I guess my memory is failing me. Last one I remember seeing was the one with all the republicans on stage. I may have had it on mute to keep from dry heaving.
Haha. One of Andrew Yang’s talking points was that he would be the first President to use Powerpoint slides in the State of the Union address to show how the country did with the Humanity First goals (like increasing life expectancy, decreasing substance abuse and resulting deaths, increasing geographic mobility, increasing happiness/well-being and mental health, decreasing wealth inequality, etc.)
When he would say this at rallies, the crowd would chant Powerpoint! Powerpoint! Powerpoint!

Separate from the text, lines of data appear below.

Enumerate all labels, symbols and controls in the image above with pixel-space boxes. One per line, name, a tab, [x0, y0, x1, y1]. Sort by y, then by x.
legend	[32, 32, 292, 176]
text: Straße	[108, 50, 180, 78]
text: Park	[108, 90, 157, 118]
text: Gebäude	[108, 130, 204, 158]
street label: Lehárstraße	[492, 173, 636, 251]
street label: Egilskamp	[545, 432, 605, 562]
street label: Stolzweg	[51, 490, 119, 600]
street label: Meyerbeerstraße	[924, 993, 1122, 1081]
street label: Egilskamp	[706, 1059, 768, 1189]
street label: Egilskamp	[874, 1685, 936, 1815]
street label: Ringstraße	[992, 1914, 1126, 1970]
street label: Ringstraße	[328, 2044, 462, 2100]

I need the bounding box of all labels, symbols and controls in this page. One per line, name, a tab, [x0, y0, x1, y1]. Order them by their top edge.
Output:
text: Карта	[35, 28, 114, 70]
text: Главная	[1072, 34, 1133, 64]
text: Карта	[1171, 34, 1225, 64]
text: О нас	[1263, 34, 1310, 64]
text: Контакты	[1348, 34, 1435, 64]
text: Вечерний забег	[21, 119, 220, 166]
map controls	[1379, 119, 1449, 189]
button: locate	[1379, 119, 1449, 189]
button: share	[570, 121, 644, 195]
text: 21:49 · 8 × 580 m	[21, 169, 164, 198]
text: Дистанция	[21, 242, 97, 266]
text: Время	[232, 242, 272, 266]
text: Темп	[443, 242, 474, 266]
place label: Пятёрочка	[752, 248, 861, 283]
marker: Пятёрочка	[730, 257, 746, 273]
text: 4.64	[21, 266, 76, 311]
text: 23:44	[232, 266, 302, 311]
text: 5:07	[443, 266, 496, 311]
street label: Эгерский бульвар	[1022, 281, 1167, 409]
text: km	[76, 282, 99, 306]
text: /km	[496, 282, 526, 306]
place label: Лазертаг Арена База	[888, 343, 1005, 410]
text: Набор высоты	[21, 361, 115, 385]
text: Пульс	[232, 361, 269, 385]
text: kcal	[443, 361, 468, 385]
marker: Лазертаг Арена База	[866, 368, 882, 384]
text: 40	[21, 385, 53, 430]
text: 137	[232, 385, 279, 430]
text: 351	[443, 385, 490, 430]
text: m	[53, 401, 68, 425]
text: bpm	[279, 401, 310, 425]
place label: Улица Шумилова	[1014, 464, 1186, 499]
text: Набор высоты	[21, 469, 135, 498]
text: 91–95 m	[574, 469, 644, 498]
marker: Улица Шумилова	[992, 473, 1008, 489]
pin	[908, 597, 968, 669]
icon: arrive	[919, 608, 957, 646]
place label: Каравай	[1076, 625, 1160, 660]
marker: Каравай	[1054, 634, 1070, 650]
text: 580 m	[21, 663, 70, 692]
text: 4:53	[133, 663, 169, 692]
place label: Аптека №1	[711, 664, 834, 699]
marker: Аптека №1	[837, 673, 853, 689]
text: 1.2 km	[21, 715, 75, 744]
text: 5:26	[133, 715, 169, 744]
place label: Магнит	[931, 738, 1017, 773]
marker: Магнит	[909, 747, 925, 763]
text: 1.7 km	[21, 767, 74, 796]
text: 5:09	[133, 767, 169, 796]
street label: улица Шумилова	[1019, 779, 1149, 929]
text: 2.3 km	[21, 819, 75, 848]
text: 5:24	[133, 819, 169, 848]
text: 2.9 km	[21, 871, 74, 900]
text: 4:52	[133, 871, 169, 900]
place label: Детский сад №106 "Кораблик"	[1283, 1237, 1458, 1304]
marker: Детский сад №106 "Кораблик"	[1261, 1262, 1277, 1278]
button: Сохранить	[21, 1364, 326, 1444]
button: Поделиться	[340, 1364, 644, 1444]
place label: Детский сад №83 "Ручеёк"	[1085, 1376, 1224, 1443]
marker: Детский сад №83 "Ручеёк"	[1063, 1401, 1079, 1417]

Stephen Colbert made a whole joke [at minute 1] about this, saying that the chant made him cringe more than Lock her up!
This debate is rigged! The mic should have cut off at least 30 seconds earlier.
If you’re arguing, you’re past the point of sales.
Step 1 is to sell people on a vision. Haggling out the details is for the cleanup crew. If you have no vision, then jumping into an argument might be fun and all, but no one’s going to arrive anywhere.
The Executive’s role, as regards Congress, isn’t to argue with them nor trade with them, it’s to get them thinking in a particular direction.
I would imagine that it’s because they weren’t particularly brilliant. That’s the majesty of the PowerPoint. If you go head to head with someone who clearly knows what they’re talking about and can explain it to anyone, and you’re an idiot, you’ll stick out like a sore thumb and flunk out spectacularly.